*** Opening ENTRIES SUPPLIED ***
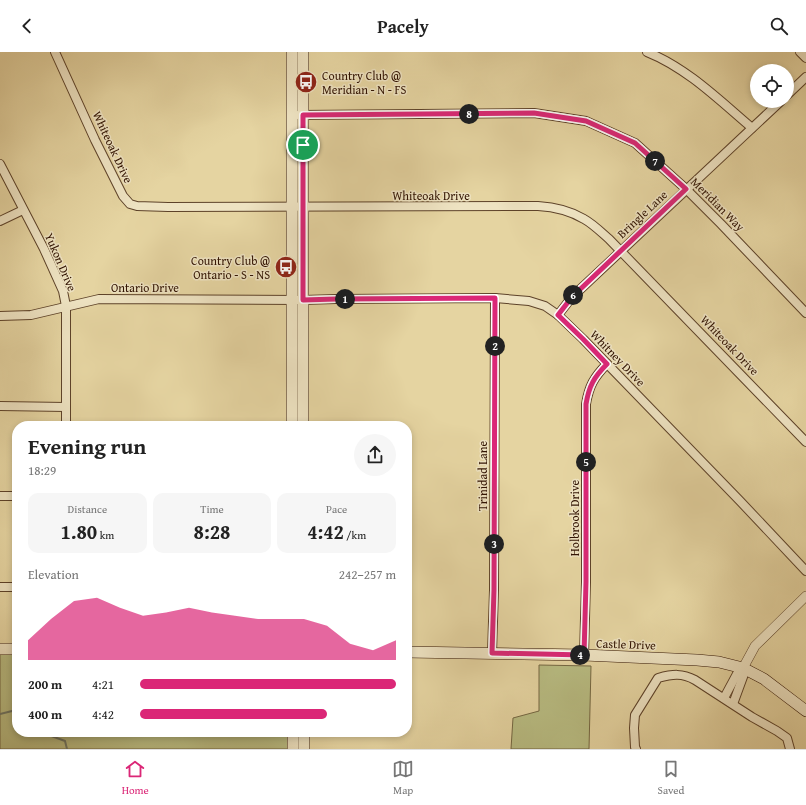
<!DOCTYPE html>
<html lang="en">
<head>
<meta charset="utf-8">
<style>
	:root { --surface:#fff; --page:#f6f6f6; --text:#222; --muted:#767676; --line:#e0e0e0; --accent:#db2777 }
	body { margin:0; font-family:"Gentium Book Plus",serif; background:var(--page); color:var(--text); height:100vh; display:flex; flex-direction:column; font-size:15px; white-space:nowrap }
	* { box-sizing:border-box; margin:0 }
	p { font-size:13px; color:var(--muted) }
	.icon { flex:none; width:22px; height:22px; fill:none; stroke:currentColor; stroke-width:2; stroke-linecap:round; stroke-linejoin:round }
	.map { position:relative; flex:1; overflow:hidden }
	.sheet { position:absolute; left:12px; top:369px; width:400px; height:316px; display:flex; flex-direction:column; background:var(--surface); border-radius:16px; box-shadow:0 2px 6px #0003 }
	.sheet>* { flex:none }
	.buttons { position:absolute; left:750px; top:12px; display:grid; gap:8px }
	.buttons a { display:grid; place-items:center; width:44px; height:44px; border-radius:50%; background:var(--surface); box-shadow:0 2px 6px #0003; font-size:20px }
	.pin { position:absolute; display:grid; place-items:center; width:34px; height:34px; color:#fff; margin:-17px; border:2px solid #fff; border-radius:50%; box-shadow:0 1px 4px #0007 }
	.km { position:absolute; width:20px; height:20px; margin:-10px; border-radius:50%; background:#222; color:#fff; font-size:11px; line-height:20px; text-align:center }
	.round { display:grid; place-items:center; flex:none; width:42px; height:42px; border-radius:21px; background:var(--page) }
	.overview { display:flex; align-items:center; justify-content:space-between; height:68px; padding:0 16px }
	h1 { font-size:22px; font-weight:600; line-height:30px }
	.metrics { display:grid; grid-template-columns:repeat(3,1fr); gap:6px; height:68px; padding:4px 16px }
	.metrics div { display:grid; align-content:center; border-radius:10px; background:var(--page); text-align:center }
	.metrics b { font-size:20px; font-weight:600 }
	.metrics small { font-size:11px; font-weight:400 }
	.metrics p { font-size:11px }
	.chart { height:112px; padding:8px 16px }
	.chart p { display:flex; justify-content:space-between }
	.chart svg { width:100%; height:72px; margin-top:4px; fill:var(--accent); opacity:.7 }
	ul { padding:0 16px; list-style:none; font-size:13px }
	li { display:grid; grid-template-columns:64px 48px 1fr; align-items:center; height:30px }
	li i { height:10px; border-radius:5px; background:var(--accent) }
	header { display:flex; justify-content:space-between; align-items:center; height:52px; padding:0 16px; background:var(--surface); font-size:18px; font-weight:600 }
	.menu { display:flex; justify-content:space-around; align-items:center; height:56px; border-top:1px solid var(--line); background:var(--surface); font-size:11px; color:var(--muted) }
	.menu a { display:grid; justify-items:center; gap:2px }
	.menu .on { color:var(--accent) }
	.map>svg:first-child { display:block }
</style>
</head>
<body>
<header><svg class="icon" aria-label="back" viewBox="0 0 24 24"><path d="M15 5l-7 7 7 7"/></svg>Pacely<svg class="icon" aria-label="search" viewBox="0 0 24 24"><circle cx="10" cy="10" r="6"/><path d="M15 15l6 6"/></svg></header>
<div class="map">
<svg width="806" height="697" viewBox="0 0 806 697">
	<rect width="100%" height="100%" fill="#e5d4a1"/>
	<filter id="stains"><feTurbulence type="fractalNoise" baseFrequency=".005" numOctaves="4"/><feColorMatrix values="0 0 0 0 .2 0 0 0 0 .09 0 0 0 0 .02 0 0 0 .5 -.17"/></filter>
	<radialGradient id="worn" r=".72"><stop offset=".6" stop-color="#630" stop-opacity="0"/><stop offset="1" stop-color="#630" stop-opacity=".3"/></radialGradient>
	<g fill="#b8bc82" stroke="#746742">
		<path d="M0 600H17V680H289V697H0Z"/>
		<path d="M539 613 591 614 589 697H511L513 666 539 659Z"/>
	</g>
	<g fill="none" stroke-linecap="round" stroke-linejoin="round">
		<g stroke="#6d7666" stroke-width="2">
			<path d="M0 662 12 659 17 662"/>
			<path d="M43 680 46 682 65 689 67 697"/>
		</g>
		<g stroke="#5d4229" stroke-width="10">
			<g id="minor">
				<path d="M55 0 95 88 123 144 130 152 137 154 168 155 538 154C555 155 569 158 584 167 593 172 601 180 609 187L806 390"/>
				<path d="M647 0C687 16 719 48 752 76"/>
				<path d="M800 0 806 6"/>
				<path d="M787 43 806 25"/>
				<path d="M298 63 534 61 586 69 635 91 686 137 721 172 806 261"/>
				<path d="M0 112 44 197 63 239 66 254V374"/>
				<path d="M0 169 23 158"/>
				<path d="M558 263 572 245 781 49"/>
				<path d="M0 264 31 263 99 247 303 248 336 247 495 246 529 249 545 254 558 263 583 287 740 449 806 519"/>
				<path d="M0 354 66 355"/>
				<path d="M0 444H17"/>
				<path d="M0 535H17"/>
				<path d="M492 601 494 538 495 246"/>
				<path d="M584 603 586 530V352C589 334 594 325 607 312"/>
				<path d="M724 646 738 620 743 616"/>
				<path d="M733 652 744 622 743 616"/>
				<path d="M636 697 635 695 634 676 635 663 658 626C673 622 682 621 695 628L752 665 777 679 787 686 790 697"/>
			</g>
		</g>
		<g stroke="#5d4229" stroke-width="10">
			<path id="tertiary" d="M743 616 755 594 806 544"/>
		</g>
		<g stroke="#301201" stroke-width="12">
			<g id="secondary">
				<path d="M292 0V374"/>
				<path d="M303 0V374"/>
				<path d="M0 597H17"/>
				<path d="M407 600 584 603 697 608 719 610 743 616 764 627 806 659"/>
				<path d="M304 680V697"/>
				<path d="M293 697V680"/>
			</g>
		</g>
		<use href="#minor" stroke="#eee3c2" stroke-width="8"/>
		<use href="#tertiary" stroke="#eee3c2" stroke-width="9"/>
		<use href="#secondary" stroke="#eee3c2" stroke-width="11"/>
	</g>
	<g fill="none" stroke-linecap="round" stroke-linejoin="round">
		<g stroke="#fff" stroke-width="8">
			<path id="route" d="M534 61 586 69 635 91 686 137 572 245 558 263 583 287 607 312C594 325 589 334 586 352V530L584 603 492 601 494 538 495 246 336 247 303 248V63Z"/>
		</g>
		<use href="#route" stroke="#db2777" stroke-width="5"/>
	</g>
	<defs>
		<g id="bus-disc" transform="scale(1.15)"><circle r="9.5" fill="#8f2418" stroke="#eee3c2"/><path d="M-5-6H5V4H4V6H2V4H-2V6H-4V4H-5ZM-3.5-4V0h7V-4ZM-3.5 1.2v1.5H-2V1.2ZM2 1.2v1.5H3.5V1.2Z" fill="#fff"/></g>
	</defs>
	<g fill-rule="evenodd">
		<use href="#bus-disc" x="306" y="30"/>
		<use href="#bus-disc" x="286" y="215"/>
	</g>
	<g text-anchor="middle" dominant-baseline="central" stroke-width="3" stroke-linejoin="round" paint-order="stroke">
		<g font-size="12" fill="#301201" stroke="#eee3c2" text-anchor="start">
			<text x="322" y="23">Country Club @<tspan x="322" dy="14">Meridian - N - FS</tspan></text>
			<text x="270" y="208" text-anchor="end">Country Club @<tspan x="270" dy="14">Ontario - S - NS</tspan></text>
		</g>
		<g font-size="12" fill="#301201" stroke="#eee3c2">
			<text transform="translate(113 95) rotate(65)">Whiteoak Drive</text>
			<text x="431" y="143">Whiteoak Drive</text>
			<text transform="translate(718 152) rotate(45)">Meridian Way</text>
			<text transform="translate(642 162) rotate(-43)">Bringle Lane</text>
			<text transform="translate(61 210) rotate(67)">Yukon Drive</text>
			<text x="145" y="235">Ontario Drive</text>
			<text transform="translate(730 293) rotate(46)">Whiteoak Drive</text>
			<text transform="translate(618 306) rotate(46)">Whitney Drive</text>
			<text transform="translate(482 424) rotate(-90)">Trinidad Lane</text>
			<text transform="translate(574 466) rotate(-90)">Holbrook Drive</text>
			<text transform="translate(626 592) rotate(2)">Castle Drive</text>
		</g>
	</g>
	<rect width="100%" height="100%" filter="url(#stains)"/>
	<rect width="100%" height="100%" fill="url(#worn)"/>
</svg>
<div class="buttons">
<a><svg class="icon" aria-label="locate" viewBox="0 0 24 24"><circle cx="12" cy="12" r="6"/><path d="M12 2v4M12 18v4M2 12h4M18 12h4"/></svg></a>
</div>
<div class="pin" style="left:303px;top:93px;background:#1e9e55"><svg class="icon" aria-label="arrive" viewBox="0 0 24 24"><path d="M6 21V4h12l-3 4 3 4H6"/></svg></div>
<b class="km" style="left:345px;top:247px">1</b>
<b class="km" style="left:495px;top:294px">2</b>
<b class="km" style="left:494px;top:492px">3</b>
<b class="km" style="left:580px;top:603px">4</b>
<b class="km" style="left:586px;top:410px">5</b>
<b class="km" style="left:573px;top:243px">6</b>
<b class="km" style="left:655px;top:109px">7</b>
<b class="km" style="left:469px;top:62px">8</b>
<section class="sheet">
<div class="overview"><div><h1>Evening run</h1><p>18:29</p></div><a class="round"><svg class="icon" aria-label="share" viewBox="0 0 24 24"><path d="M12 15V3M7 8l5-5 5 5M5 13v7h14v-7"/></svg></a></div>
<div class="metrics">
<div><p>Distance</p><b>1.80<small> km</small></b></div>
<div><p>Time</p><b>8:28</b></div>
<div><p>Pace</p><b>4:42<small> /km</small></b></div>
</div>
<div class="chart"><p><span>Elevation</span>242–257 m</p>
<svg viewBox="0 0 160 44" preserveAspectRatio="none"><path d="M0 44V32L10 19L20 8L30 6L40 12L50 17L60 15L70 12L80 15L90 17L100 19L110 19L120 19L130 23L140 34L150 38L160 32V44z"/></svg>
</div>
<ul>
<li><b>200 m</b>4:21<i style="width:100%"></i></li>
<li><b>400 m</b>4:42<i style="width:73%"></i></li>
</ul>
</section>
</div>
<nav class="menu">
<a class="on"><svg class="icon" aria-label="home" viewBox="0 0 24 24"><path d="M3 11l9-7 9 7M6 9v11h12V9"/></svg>Home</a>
<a><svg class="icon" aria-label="map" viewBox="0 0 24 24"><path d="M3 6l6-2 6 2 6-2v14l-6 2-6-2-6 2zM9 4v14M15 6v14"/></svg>Map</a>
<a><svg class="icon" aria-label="saved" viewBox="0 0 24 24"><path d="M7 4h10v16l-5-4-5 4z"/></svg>Saved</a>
</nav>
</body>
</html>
*** Closing ENTRIES SUPPLIED ***
● YOUR ASSIGNMENT
Go through the listing above and copy each line that contains "worn".

● OUTPUT
	<radialGradient id="worn" r=".72"><stop offset=".6" stop-color="#630" stop-opacity="0"/><stop offset="1" stop-color="#630" stop-opacity=".3"/></radialGradient>
	<rect width="100%" height="100%" fill="url(#worn)"/>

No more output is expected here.